LinkedIn Recommendations Guide

LinkedIn Recommendations Guide

How To Ask And Receive Great LinkedIn Recommendations

If you ever wandered through the vast LinkedIn community, you’ve surely noticed one thing in common for those very successful professionals in your field of work- they are highly engaged in the platform activity, and they are often recommended. I would dare say that on LinkedIn, just as in real life, recommendations are a currency of trust. The more recommended someone is, the more likely people are to engage and do business with them.
Think about that for a second- how would you like to be associated with a highly-praised? Would you be more inclined to be their client? Would you hire them in favor of someone less recommended?

More often than not, optimizing your LinkedIn presence with such appraisals can be a difficult job- especially when it comes to asking for them. In an ideal world, you’d never request one. A very satisfied customer or your manager would joyfully hand over exceptional appraisals on their own. But since we’re still living in the real world, it usually comes down to you to ask for them.

To make things easier, we’ve created this very handy guide to help you get the most out of this process. And who knows- maybe you’ll be so kind to recommend us once you’ve reached the end of this article.

How LinkedIn recommendations can help you?

It’s hard to under-emphasize the power of referrals in today’s world. A glowing recommendation from a client, a manager or a colleague it is a social proof of your abilities. A positive introduction can ultimately be a powerful motivator, while others may see them as a source of credibility.

Whom should you ask for recommendations?

Since LinkedIn recommendations are a tremendous asset in your job search, careful thought should be put in choosing the right persons to ask for. Not only you want to increase your chances to be recommended, but you’ll also want a good appraisal.
Before starting to send those requests, make a list of people that you consider most likely to help you with one. But how do you choose those right people?

A happy client. Make sure that whenever a client reaches you to express how happy they are with your service, you politely ask for a recommendation on LinkedIn. Don’t hesitate to ask specifically what is that you’d like them to comment upon- it will make their job easier and you can also target specific skills you wish to emphasize.

A former supervisor/manager. Valid especially in cases where you parted on good terms. Don’t let things get cold too fast, though- it’s better to ask for a recommendation soon after your parted ways, rather than later.

A current supervisor/manager. Treat this carefully as not to be perceived as prospecting the job market. This is suitable especially when you are prospecting for new accounts or clients.

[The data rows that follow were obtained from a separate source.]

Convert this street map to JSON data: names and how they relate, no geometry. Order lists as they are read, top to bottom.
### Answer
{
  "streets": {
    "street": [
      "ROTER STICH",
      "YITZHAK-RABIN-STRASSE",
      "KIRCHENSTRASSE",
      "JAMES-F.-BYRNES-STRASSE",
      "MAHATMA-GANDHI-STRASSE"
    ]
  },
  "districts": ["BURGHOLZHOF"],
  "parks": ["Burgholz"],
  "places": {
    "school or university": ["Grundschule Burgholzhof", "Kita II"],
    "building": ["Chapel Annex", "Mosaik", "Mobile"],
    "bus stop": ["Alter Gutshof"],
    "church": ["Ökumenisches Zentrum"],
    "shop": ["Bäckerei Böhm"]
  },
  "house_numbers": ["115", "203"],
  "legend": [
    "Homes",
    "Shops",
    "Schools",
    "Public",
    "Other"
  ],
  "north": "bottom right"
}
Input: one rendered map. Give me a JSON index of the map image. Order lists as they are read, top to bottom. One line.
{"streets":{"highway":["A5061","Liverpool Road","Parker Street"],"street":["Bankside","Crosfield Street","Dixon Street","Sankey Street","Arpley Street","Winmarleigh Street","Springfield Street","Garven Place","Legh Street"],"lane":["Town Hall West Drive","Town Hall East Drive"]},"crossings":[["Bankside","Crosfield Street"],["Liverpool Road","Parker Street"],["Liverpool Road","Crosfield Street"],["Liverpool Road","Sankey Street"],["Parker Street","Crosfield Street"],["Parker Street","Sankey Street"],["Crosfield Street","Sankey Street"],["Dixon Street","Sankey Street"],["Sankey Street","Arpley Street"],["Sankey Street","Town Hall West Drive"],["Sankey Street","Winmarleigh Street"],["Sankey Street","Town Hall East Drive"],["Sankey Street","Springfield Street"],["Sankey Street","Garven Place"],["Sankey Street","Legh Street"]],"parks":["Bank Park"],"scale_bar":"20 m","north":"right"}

A colleague / team member. Make sure you don’t abuse this, though, as these recommendations are easier to get but less convincing. Try to ask for such credentials when working on and important project and base them on very specific aspects of your work.

How should you ask for recommendations so that you would achieve a maximum rate of response?

You might think that the asking part is the toughest one in this process- and sometimes it is. Be prepared to encounter people that strongly believe recommendations shouldn’t be given freely. So the way you’re doing it weighs in the most. Things that you should consider before starting to ask for a recommendation:

Pick people thoughtfully. Choose and make a list with persons you consider highly opened to recommend you. Approach only people who know you and your work, and will most likely give you a high appraisal.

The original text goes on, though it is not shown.